HOFFMAN, Presiding Judge.

Michael D. Yates entered a plea of guilty to the charge of robbery, a class C felony. Yates was instructed to contact the St. Joseph County Adult Probation Department for his pre-sentence investigation. During the interview with the probation department, Yates signed a form granting permission for the release of information about himself. At the time he signed the release form, it was blank as to the addressee. Subsequently, the form was sent to Riverwood Community Mental Health Center in St. Joseph, Michigan. The inquiry by the probation department elicited a response from Riverwood and it is the content of that responsive letter which gave rise to this appeal.

Yates filed a Verified Petition to Expunge Improperly Obtained Information from Presentence Investigative Report and Change of Venue from Judge. A hearing was held on the petitions and they were denied. The trial court then proceeded with the sentencing and sentenced Yates to the Indiana Department of Corrections for five years and ordered him to pay the cost of the action.

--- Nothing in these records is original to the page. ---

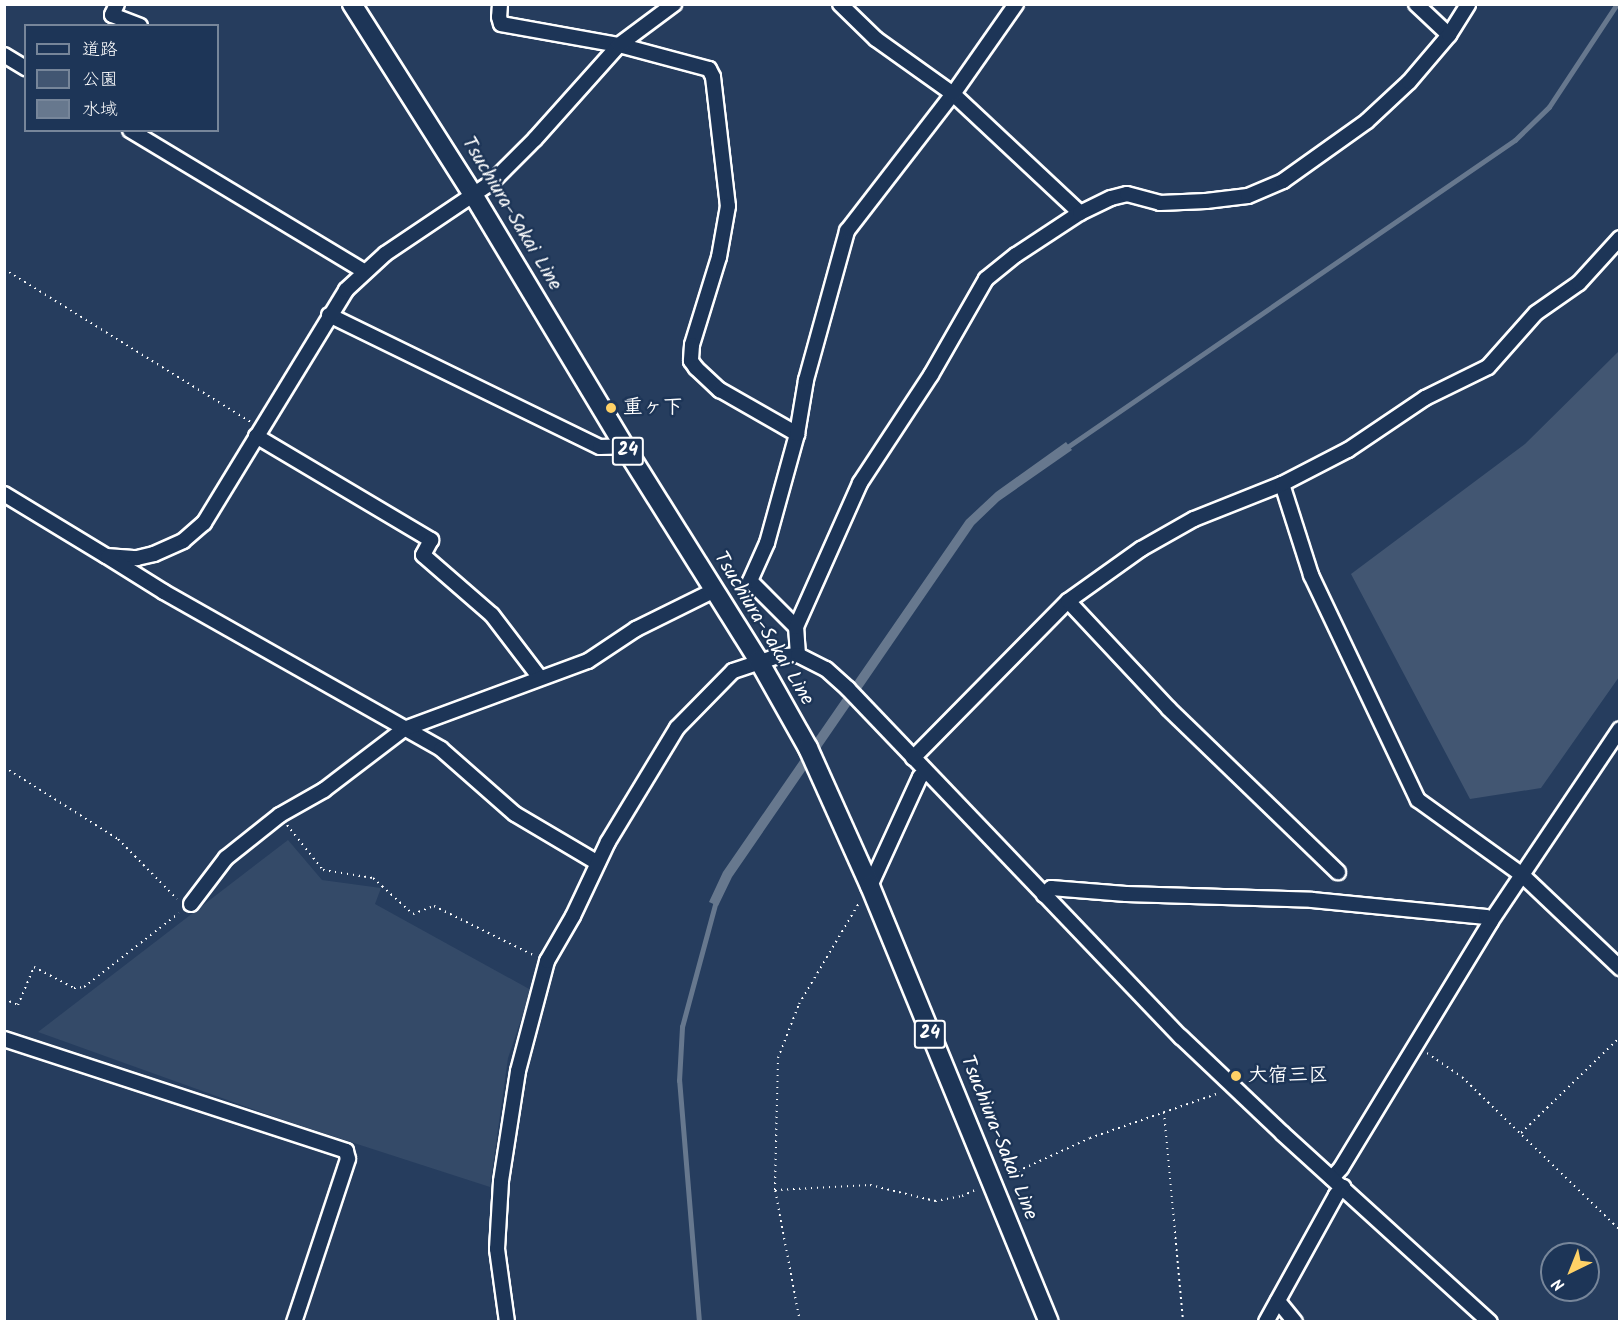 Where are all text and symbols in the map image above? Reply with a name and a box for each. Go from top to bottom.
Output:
legend [24,24,219,132]
text: 道路 [82,36,118,65]
text: 公園 [82,66,118,95]
text: 水域 [82,96,118,125]
street label: Tsuchiura-Sakai Line [456,133,566,295]
place label: 重ヶ下 [623,396,683,420]
marker: 重ヶ下 [604,401,618,415]
road number: 24 [612,436,644,466]
street label: Tsuchiura-Sakai Line [708,548,818,710]
road number: 24 [914,1019,946,1049]
street label: Tsuchiura-Sakai Line [954,1052,1042,1224]
place label: 大宿三区 [1248,1064,1328,1088]
marker: 大宿三区 [1229,1069,1243,1083]
north arrow [1540,1242,1600,1302]
text: N [1547,1271,1571,1297]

Yates alleges the trial court erred in failing to expunge from the pre-sentence report a letter received from the Riverwood Mental Health Center for the following reasons:

1) It had been obtained in violation of his rights against self-incrimination;

2) It had been obtained in violation of his rights to assistance of counsel;

3) It had been obtained as a result of an invalid waiver and in violation of his rights to confidentiality with respect to communications made between himself and his physician and/or psychiatrist, his psychologist, his social worker, and his wife.

In addition, Yates alleges the trial court erred in failing to grant his request for change of venue from the judge.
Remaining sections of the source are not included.